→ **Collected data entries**

Content starts

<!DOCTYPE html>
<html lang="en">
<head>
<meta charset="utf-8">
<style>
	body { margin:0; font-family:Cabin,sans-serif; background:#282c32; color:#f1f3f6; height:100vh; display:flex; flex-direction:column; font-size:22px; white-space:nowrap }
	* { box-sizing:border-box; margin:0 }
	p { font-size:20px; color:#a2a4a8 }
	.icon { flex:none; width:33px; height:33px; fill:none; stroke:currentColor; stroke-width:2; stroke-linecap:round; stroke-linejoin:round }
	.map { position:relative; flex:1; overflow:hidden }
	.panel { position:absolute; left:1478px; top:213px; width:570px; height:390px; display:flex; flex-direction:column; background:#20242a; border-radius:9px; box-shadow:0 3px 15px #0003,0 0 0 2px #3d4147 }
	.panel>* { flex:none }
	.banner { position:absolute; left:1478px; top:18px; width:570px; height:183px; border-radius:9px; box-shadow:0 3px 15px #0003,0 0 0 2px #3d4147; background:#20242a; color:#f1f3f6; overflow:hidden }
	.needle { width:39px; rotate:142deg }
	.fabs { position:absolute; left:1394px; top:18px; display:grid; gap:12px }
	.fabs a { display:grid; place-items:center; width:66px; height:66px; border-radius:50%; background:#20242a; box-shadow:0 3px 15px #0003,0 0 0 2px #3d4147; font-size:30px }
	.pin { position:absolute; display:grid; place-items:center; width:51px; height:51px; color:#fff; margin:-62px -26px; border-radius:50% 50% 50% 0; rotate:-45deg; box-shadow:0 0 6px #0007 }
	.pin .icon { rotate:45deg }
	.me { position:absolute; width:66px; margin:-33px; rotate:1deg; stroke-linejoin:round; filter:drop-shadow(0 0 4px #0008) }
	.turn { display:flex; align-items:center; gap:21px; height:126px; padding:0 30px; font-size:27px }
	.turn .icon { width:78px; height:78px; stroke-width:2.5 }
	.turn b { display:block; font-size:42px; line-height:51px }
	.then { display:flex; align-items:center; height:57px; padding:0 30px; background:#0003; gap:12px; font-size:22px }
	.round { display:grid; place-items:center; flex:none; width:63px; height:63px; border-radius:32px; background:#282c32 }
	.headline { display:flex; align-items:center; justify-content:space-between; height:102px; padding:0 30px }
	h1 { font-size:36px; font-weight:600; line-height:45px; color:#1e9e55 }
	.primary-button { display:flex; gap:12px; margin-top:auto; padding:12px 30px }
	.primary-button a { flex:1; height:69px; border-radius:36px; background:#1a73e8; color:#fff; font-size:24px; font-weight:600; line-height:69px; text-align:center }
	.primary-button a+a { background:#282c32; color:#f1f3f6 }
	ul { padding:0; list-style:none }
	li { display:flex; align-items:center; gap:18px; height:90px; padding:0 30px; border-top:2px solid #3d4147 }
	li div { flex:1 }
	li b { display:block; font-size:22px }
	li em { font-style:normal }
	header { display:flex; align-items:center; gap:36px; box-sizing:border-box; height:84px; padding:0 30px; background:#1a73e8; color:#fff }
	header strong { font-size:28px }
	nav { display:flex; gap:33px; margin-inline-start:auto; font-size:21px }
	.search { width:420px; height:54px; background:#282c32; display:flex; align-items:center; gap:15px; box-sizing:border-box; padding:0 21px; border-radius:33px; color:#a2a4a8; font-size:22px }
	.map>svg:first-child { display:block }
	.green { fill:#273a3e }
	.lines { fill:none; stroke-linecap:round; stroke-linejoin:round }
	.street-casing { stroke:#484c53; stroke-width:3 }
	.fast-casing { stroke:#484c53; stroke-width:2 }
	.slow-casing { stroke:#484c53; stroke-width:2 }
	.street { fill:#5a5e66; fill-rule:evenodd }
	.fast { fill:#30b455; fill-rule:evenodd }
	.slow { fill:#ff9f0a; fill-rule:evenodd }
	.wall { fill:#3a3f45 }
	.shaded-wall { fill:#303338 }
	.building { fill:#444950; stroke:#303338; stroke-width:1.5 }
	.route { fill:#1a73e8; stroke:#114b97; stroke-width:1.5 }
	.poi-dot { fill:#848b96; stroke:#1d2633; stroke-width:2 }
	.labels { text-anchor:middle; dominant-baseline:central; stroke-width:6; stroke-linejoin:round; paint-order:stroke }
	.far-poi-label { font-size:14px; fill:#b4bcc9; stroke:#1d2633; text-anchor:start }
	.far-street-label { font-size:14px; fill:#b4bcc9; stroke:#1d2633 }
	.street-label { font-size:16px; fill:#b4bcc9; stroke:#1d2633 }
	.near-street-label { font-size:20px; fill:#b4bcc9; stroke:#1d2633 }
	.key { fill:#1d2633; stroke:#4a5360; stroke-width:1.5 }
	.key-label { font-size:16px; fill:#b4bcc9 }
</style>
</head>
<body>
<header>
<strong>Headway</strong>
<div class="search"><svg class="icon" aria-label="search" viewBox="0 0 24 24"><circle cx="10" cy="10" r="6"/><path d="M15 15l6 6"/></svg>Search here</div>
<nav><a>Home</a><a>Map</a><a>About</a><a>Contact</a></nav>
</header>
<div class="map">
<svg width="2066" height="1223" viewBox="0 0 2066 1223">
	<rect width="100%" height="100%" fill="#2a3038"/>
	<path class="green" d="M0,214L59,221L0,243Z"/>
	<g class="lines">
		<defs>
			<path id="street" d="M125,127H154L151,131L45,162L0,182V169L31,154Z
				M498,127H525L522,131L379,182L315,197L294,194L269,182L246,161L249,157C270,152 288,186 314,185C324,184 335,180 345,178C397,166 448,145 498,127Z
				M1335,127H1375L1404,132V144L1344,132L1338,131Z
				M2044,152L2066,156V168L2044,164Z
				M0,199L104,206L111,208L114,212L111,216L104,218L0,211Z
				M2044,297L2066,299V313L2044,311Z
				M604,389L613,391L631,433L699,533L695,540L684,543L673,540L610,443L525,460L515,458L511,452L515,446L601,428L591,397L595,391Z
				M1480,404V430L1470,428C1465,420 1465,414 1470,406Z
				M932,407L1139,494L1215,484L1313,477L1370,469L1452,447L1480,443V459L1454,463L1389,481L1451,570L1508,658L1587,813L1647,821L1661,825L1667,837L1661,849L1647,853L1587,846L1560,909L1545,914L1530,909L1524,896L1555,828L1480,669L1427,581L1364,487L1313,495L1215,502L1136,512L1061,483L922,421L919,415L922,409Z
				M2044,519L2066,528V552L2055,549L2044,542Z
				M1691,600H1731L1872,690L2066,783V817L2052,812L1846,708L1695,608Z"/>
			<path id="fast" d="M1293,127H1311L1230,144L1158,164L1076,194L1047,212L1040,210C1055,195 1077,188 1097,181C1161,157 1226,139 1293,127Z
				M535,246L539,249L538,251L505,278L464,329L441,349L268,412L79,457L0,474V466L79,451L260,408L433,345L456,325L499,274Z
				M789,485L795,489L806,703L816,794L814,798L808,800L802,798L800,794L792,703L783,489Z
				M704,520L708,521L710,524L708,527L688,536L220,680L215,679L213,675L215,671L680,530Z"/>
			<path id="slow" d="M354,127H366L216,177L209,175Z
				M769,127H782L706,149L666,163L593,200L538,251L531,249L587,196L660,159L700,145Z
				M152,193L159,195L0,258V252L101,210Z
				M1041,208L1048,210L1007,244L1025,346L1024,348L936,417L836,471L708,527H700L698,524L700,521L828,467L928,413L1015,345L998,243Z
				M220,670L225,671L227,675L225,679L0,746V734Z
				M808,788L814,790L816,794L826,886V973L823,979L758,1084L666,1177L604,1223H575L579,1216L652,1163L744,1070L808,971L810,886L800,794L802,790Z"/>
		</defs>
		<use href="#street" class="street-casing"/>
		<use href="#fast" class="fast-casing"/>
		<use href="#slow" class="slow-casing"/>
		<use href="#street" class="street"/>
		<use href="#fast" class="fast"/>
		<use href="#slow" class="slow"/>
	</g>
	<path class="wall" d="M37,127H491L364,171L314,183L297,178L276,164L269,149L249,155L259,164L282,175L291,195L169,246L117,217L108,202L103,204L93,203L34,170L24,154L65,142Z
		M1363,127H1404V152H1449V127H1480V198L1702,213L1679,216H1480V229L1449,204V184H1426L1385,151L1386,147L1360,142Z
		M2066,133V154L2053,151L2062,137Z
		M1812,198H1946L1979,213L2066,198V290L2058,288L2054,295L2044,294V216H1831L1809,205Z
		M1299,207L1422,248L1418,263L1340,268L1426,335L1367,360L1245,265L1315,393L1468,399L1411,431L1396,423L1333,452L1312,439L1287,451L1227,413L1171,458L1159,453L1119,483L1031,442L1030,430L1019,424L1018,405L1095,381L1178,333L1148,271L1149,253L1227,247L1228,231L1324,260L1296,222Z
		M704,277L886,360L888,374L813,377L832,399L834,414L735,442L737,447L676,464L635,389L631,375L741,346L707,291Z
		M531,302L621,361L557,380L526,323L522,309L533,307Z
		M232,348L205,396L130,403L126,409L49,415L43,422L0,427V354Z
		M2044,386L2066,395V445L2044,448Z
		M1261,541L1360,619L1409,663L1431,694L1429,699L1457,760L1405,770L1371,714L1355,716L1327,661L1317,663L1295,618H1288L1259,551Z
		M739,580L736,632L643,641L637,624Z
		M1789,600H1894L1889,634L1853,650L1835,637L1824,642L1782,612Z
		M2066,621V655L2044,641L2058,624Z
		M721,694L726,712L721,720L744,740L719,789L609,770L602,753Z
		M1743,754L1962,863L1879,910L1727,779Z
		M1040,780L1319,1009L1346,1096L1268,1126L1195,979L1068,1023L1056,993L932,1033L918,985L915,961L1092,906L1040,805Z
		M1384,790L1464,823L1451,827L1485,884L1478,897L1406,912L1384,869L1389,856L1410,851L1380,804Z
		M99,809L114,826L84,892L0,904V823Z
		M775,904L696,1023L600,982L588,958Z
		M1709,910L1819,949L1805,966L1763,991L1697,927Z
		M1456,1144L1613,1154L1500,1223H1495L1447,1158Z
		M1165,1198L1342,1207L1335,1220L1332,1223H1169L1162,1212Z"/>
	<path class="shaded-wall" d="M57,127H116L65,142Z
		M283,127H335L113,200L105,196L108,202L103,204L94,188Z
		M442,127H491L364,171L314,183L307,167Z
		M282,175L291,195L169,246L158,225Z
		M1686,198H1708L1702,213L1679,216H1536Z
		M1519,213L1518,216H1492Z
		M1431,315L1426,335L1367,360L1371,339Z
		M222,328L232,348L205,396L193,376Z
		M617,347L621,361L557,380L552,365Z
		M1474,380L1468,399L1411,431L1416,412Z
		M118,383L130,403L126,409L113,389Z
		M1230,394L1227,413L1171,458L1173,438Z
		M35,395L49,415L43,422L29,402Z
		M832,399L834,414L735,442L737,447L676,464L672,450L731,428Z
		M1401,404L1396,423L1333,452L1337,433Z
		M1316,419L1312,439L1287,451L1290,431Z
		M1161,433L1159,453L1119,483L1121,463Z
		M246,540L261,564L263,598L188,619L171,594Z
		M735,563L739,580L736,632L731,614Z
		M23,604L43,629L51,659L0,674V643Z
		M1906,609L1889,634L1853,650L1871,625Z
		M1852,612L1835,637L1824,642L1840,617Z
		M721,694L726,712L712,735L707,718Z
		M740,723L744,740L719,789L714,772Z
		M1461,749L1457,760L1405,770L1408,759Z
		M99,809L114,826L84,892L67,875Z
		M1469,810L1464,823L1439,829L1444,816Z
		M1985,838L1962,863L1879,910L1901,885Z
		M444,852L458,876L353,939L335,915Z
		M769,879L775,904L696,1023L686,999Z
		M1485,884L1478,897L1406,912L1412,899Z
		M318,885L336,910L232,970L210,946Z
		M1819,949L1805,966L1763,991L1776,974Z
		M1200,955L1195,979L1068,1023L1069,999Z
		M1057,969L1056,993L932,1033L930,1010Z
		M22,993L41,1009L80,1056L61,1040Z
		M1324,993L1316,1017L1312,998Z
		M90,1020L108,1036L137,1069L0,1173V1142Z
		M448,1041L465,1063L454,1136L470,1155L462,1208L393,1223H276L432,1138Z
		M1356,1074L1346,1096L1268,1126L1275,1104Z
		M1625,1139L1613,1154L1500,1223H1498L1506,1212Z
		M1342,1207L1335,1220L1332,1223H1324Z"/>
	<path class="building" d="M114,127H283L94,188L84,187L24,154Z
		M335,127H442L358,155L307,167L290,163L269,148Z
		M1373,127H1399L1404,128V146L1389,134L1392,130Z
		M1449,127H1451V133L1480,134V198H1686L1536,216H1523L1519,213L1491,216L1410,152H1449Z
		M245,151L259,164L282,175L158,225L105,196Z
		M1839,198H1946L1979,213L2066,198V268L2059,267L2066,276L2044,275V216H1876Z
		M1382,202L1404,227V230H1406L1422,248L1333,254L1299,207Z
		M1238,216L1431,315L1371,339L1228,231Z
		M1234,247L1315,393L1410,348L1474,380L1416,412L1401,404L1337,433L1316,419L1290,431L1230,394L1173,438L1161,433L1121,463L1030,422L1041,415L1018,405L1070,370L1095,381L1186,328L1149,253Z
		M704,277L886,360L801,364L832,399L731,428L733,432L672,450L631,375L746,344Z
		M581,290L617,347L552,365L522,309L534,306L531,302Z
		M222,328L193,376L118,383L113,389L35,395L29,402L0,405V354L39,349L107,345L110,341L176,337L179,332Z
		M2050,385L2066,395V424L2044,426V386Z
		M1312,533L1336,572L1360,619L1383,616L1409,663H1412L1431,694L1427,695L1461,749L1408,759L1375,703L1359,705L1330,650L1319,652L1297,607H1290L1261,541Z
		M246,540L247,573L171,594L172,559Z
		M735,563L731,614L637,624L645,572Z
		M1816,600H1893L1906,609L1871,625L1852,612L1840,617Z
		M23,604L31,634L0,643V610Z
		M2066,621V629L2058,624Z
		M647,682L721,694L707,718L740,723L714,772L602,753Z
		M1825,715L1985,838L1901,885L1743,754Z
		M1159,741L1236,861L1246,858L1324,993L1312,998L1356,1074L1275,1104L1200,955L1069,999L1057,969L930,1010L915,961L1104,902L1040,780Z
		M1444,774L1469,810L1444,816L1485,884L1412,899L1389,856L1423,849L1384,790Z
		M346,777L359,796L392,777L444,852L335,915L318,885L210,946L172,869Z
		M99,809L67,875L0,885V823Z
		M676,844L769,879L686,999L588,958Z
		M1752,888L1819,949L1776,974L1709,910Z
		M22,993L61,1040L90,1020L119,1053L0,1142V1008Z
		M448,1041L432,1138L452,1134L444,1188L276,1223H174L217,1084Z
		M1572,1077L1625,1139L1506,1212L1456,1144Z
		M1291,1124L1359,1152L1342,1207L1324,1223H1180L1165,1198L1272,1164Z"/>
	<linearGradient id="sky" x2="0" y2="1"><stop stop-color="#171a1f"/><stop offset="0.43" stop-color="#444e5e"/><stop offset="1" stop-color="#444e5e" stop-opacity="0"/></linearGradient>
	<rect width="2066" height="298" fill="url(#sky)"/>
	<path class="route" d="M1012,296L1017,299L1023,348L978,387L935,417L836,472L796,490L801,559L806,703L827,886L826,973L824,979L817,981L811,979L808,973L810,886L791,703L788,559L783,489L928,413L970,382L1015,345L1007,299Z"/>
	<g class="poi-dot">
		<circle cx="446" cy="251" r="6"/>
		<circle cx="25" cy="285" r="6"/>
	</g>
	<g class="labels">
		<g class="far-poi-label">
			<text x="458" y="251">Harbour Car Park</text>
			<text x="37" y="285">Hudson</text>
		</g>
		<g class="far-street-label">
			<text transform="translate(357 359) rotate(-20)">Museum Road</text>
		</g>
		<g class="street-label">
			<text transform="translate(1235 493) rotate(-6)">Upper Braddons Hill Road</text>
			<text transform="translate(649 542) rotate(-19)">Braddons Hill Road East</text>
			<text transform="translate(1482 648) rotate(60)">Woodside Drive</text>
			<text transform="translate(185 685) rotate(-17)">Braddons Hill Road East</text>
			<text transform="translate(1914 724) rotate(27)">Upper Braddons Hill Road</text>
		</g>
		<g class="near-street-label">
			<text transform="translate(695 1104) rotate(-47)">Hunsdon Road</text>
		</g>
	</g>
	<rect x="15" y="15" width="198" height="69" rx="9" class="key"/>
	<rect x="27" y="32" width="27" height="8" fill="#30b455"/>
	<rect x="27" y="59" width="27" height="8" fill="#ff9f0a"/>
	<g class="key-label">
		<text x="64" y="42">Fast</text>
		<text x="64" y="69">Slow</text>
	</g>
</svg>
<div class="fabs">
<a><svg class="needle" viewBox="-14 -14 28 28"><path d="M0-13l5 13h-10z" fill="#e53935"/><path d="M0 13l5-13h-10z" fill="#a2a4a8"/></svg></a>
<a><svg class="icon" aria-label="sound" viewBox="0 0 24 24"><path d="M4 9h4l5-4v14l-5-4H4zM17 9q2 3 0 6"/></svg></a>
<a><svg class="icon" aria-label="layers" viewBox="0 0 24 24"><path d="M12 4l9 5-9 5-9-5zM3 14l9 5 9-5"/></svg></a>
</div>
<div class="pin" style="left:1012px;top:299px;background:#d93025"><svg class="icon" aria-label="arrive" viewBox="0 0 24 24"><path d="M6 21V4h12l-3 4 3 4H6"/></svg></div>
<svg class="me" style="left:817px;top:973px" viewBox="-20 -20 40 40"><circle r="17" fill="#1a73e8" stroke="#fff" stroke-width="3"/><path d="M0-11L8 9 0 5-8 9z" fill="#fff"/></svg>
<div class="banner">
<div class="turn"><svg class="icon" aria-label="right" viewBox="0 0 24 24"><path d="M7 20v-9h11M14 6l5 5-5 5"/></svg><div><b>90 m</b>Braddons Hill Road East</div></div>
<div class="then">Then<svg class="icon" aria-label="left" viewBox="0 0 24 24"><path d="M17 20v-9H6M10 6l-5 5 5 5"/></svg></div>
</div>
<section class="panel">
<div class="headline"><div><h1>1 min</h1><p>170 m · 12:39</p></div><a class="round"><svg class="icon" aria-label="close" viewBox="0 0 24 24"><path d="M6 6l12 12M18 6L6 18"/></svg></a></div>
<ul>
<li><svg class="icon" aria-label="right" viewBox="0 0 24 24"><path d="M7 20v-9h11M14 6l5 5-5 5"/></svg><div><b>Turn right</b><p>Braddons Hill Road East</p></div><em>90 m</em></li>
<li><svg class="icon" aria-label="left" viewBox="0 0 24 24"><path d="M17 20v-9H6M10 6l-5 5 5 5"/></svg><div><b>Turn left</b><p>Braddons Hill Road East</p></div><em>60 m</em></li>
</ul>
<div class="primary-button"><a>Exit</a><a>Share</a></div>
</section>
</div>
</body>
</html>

Content ends

→ **REQUIREMENT**
How many lines in the entries include the string "linejoin"? Answer with the number alone.

→ **THE ANSWER**
4